##### Available data #####
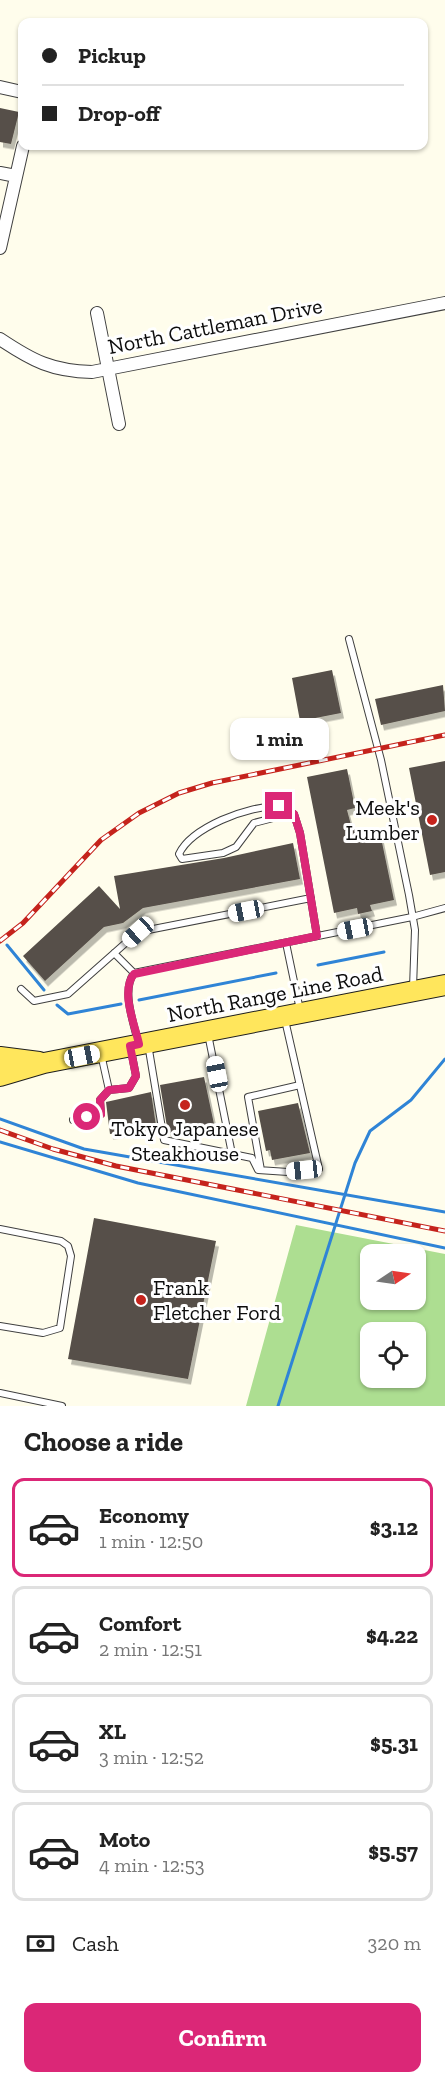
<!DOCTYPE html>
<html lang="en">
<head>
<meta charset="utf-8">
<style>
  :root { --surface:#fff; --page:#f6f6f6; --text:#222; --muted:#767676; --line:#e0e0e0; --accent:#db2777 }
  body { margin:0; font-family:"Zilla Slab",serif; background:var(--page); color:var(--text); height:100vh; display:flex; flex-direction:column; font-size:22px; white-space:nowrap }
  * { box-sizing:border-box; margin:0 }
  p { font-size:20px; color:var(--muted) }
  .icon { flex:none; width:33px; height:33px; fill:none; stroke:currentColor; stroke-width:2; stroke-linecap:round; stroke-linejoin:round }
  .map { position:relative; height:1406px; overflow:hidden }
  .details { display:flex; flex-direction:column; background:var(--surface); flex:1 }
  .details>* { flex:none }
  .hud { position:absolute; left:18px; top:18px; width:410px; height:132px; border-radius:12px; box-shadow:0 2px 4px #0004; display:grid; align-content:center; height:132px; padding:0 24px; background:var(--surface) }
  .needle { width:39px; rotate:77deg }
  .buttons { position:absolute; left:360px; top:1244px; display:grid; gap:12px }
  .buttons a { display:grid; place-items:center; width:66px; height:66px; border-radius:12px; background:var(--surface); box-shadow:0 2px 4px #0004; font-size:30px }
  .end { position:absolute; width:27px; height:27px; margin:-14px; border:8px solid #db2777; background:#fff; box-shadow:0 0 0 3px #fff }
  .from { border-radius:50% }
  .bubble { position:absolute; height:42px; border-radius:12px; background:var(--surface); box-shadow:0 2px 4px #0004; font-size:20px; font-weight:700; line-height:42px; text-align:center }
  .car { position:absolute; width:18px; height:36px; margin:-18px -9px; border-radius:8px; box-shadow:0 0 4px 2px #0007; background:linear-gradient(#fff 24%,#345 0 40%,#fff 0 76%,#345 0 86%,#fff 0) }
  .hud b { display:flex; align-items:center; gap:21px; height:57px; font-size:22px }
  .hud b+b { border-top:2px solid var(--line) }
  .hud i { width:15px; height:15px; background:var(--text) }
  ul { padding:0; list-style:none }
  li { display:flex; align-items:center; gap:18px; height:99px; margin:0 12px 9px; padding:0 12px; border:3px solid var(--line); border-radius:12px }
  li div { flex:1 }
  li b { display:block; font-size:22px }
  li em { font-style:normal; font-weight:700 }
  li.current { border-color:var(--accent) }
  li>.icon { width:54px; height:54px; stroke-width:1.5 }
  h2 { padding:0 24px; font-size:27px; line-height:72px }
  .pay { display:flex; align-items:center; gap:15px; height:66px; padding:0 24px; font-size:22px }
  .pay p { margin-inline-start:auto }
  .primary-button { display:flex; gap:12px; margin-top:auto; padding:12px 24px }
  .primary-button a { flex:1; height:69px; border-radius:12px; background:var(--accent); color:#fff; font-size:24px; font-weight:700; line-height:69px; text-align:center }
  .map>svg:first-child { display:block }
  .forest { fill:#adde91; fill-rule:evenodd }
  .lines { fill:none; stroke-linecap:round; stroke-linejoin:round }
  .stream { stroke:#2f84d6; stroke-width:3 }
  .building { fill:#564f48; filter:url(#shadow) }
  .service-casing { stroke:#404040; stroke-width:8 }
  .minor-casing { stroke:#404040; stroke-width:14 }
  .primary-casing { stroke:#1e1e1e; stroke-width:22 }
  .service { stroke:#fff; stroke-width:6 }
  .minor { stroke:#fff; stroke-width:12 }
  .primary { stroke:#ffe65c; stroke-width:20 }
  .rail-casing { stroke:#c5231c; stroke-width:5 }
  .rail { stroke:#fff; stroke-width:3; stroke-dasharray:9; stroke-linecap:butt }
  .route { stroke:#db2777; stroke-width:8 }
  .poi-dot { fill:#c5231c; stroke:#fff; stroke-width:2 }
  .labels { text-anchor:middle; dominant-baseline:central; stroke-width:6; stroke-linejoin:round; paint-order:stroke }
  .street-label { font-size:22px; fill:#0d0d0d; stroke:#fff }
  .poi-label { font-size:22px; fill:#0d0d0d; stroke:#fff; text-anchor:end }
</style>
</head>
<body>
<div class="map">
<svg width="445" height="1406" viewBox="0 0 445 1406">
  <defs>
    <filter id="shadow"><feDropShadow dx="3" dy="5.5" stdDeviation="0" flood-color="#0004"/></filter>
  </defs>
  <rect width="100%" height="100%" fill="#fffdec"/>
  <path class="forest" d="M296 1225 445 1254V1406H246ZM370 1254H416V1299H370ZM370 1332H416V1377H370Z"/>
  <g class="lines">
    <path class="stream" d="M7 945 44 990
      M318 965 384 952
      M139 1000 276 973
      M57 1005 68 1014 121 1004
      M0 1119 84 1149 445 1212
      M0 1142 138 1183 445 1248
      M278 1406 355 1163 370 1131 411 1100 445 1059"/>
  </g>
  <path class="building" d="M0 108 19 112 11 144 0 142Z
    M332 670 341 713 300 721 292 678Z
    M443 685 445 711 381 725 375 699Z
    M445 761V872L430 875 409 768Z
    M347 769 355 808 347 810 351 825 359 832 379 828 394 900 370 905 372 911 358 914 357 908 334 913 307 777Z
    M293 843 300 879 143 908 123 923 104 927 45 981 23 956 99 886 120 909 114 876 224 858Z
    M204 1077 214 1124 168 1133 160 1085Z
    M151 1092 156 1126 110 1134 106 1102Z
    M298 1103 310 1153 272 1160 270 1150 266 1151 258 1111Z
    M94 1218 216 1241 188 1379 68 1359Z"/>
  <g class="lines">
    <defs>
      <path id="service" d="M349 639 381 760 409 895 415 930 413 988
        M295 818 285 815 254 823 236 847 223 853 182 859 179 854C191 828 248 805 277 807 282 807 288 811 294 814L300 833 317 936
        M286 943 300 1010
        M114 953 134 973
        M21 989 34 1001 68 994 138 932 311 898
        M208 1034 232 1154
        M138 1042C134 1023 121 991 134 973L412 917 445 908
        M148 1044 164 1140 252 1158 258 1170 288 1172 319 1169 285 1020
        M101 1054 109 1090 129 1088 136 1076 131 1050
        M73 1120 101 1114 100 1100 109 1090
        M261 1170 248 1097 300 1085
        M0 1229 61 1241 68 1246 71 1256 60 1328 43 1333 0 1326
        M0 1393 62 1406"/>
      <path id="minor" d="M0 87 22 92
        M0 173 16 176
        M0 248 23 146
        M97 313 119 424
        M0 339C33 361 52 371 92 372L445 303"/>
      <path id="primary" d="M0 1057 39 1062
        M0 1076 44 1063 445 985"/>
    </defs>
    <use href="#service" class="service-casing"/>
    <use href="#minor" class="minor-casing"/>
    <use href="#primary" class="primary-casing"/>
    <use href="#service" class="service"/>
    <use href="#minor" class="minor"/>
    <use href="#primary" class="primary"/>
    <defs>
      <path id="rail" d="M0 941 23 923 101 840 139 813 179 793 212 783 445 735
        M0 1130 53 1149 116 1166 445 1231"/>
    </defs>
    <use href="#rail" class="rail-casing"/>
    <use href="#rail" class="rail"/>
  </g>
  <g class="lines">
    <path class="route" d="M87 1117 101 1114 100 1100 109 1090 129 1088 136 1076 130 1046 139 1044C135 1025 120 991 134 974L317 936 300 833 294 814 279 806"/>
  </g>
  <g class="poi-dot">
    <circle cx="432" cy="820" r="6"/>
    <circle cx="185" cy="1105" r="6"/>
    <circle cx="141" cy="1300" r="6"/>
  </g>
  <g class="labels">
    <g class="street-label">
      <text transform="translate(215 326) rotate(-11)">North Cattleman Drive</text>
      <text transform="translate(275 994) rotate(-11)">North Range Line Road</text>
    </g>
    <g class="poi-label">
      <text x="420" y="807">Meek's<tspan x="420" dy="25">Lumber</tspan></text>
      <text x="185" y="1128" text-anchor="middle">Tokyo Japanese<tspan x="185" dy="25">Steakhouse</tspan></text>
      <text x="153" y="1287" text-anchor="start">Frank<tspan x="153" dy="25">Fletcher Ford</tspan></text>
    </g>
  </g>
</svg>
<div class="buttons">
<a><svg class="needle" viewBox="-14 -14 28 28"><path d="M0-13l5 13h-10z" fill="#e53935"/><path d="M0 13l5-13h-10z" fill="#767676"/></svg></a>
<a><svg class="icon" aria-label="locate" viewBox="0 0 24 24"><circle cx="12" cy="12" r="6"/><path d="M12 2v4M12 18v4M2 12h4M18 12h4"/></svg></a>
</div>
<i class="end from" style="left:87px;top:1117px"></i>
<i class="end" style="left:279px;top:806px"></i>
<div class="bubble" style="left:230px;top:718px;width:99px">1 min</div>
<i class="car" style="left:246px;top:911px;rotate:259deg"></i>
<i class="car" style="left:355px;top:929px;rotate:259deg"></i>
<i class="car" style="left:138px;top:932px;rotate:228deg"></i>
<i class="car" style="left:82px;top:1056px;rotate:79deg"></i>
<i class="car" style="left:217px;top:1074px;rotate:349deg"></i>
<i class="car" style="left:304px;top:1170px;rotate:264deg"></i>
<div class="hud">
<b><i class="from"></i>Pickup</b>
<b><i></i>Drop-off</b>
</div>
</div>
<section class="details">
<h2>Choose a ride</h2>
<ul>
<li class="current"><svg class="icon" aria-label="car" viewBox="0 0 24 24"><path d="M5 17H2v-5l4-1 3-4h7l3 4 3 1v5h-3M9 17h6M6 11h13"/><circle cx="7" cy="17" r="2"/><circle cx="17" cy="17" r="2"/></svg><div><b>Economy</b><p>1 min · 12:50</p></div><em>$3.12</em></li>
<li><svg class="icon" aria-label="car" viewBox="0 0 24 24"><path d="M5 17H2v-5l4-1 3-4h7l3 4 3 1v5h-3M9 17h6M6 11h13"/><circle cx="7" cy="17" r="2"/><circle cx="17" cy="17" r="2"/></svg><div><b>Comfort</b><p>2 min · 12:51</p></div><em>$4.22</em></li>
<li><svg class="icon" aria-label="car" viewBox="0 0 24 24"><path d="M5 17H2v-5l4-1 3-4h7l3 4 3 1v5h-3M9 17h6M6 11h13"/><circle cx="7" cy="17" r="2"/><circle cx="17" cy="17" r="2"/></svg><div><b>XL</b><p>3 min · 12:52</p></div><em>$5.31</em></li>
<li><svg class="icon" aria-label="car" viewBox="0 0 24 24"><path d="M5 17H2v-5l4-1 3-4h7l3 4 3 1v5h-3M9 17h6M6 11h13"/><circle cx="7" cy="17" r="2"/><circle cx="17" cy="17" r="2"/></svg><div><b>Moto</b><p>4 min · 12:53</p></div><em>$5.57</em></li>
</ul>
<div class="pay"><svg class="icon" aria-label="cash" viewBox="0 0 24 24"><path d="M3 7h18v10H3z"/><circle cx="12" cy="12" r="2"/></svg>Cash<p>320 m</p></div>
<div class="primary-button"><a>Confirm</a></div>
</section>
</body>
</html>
#####
Assignment - Determine how many lines of the entries hold "body", and reply with that number only.

Task output - 3